Don't think "flat" means "like a pancake" (which is planar, in this conversation) - flat is still infinite in all directions, but it doesn't curve back on itself, versus other possible models which are infinite (perhaps) in all directions but still curve back on themselves.


Also, the planets in this solar system do not orbit in the same plane (though they're pretty damn close from a galactic scale), but even if they were, that wouldn't have any effect on whether the universe is flat or not.

I will also say don't think of gravity as flat - that's a concept that has no meaning at all. Gravity is always in the direction of the mass. So, for example, in our solar system, the moon is mostly affected by the earth - there's a gravity vector from the moon toward the center of the earth (and from earth to the center of the moon, though that's much smaller, but it's enough to pull ocean water around and make tides). But, everything with mass has gravity, so there is also a gravity vector from the moon toward the sun (and vice versa), from Jupiter to the moon (and vice versa) and to and from Mars, to and from Saturn, to and from every asteroid and comet, and to and from every galaxy and other object in the universe.

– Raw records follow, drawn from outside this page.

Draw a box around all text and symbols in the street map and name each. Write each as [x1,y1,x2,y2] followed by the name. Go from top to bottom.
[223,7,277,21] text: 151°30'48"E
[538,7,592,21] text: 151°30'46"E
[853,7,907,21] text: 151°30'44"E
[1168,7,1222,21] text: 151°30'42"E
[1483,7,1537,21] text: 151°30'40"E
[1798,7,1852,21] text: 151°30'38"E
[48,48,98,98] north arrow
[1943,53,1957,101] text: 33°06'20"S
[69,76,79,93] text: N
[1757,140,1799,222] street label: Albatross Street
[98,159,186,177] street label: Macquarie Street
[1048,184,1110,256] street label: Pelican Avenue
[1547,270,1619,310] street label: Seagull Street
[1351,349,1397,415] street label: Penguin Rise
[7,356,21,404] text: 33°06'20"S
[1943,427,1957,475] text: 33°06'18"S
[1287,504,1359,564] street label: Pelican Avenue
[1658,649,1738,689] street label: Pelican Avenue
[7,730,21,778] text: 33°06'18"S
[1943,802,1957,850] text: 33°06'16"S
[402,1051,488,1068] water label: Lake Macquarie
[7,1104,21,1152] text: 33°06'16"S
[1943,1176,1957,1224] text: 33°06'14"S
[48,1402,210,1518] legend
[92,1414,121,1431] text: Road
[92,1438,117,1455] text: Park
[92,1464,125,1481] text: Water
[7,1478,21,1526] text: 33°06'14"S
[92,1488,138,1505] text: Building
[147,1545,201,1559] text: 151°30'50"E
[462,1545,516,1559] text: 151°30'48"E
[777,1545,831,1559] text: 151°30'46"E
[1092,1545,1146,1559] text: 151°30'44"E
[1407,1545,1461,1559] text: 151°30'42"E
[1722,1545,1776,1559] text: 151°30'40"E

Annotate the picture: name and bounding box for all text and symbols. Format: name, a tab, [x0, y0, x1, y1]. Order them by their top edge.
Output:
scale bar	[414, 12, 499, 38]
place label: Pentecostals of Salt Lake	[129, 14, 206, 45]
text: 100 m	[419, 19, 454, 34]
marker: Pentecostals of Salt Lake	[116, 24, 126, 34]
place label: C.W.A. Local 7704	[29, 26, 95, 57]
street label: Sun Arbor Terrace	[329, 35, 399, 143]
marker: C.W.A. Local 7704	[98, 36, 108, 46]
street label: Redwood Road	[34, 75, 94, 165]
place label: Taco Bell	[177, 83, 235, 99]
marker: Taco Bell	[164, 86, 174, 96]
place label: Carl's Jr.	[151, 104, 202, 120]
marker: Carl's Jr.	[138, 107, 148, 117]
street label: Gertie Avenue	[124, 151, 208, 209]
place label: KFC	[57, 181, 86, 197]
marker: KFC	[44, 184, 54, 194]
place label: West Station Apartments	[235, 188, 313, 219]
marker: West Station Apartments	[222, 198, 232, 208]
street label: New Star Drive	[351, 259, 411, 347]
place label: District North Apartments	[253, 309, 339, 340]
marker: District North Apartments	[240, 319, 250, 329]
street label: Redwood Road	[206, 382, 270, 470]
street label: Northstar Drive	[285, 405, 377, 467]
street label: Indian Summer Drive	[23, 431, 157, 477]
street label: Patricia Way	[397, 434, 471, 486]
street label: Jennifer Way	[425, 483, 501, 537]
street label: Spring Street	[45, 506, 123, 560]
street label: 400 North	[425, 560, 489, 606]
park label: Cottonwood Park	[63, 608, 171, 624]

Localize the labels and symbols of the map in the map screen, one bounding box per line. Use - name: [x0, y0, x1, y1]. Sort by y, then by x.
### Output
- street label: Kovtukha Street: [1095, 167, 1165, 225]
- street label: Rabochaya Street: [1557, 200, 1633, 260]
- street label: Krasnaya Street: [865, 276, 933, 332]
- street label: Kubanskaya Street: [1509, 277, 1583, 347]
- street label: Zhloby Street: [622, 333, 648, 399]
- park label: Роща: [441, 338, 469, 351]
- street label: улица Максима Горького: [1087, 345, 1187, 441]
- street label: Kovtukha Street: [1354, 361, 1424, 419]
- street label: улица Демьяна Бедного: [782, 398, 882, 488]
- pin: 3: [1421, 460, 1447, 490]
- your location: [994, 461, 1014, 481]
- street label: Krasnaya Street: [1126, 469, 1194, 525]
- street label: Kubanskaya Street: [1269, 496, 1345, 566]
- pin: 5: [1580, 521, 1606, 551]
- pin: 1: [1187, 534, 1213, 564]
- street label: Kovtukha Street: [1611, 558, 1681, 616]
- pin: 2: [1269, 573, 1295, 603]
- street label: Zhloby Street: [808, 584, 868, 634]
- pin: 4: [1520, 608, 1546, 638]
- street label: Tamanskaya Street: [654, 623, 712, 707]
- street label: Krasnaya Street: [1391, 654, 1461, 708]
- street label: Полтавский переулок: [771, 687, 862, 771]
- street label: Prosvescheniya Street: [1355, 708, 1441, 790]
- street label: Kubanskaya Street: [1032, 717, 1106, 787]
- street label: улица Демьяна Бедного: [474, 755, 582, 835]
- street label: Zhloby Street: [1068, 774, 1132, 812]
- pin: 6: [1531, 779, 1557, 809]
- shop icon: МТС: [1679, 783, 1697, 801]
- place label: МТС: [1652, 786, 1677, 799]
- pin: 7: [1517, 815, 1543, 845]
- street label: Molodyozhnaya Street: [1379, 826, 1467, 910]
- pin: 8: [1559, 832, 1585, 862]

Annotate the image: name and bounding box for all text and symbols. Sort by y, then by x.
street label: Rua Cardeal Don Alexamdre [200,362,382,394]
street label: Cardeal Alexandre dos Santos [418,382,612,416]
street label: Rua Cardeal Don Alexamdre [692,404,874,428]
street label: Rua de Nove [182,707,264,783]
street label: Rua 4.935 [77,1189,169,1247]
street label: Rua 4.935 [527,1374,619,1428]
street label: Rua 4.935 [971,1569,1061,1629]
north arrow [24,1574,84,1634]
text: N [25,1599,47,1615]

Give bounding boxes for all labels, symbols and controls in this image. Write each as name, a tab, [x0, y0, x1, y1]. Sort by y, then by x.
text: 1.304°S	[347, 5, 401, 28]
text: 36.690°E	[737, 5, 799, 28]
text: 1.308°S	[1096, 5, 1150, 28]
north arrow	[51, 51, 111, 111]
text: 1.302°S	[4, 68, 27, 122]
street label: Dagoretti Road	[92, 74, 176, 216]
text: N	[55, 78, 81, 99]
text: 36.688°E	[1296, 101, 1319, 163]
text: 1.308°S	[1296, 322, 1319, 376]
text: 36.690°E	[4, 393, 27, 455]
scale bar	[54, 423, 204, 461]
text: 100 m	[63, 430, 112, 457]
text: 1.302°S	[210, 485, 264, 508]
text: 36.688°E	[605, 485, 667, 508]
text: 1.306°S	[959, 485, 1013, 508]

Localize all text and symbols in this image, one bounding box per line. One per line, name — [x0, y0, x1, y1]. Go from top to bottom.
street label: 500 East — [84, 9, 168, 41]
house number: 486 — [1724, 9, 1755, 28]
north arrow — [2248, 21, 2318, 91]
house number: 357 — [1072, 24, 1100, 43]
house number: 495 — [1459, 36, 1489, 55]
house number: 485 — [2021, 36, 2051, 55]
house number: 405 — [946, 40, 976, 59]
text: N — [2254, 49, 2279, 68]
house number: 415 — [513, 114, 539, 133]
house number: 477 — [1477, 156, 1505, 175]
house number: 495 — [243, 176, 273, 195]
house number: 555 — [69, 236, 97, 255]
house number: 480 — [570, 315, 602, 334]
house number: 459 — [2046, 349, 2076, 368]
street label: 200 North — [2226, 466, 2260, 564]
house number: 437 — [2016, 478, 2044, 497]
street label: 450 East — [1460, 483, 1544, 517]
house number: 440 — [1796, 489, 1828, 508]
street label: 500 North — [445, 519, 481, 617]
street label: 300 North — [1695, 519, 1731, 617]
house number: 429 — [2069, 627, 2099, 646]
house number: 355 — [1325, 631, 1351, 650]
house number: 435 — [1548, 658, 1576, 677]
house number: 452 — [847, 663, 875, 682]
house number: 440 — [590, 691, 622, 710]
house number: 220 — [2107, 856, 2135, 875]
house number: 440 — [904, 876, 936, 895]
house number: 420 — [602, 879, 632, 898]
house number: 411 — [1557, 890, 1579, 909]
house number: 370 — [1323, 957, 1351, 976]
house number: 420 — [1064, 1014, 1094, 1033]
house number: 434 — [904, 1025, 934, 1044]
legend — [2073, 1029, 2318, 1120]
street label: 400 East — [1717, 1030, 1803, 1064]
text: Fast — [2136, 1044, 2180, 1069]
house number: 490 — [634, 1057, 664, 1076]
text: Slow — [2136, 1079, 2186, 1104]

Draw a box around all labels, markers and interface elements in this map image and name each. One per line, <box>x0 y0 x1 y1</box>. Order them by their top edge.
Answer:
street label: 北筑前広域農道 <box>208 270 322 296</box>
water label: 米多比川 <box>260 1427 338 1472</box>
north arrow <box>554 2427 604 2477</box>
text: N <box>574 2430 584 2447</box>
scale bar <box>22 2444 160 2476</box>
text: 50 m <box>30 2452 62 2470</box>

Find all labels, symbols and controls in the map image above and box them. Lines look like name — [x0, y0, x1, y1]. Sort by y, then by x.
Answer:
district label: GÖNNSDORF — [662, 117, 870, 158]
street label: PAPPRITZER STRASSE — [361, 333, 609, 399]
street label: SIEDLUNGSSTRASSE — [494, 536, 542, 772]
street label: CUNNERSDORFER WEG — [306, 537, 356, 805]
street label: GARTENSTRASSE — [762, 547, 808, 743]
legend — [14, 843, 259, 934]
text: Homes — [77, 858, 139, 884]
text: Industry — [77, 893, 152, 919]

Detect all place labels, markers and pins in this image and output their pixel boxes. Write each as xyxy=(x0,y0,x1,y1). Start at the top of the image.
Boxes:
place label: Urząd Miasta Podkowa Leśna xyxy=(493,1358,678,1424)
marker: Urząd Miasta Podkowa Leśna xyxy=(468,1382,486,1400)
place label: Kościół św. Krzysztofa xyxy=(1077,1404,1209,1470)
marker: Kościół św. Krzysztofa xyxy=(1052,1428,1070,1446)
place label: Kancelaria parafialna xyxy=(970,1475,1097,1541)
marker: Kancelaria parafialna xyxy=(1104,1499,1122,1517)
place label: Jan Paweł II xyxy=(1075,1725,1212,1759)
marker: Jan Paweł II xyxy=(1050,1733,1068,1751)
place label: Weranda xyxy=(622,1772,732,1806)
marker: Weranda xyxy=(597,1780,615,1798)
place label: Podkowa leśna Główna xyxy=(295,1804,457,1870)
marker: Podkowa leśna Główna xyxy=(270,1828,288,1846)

Gravity is not flat - the universe is flat.

gravity is always an arrow from one center of mass to another.

Gravity, however, curves space, which is one way of thinking how stuff stays in orbit: one can think of the moon as always moving in a straight line (from it's perspective), except that the earth's strong gravity has curved space just enough that the moon's straight path becomes an orbit around the earth. Same with the earth's orbit around the sun, our solar system's orbit around the galactic core, and our galaxy's orbit around the supercluster it's in.

Mind-rackingly bizarre, I know. It took me a year or two before really "getting it".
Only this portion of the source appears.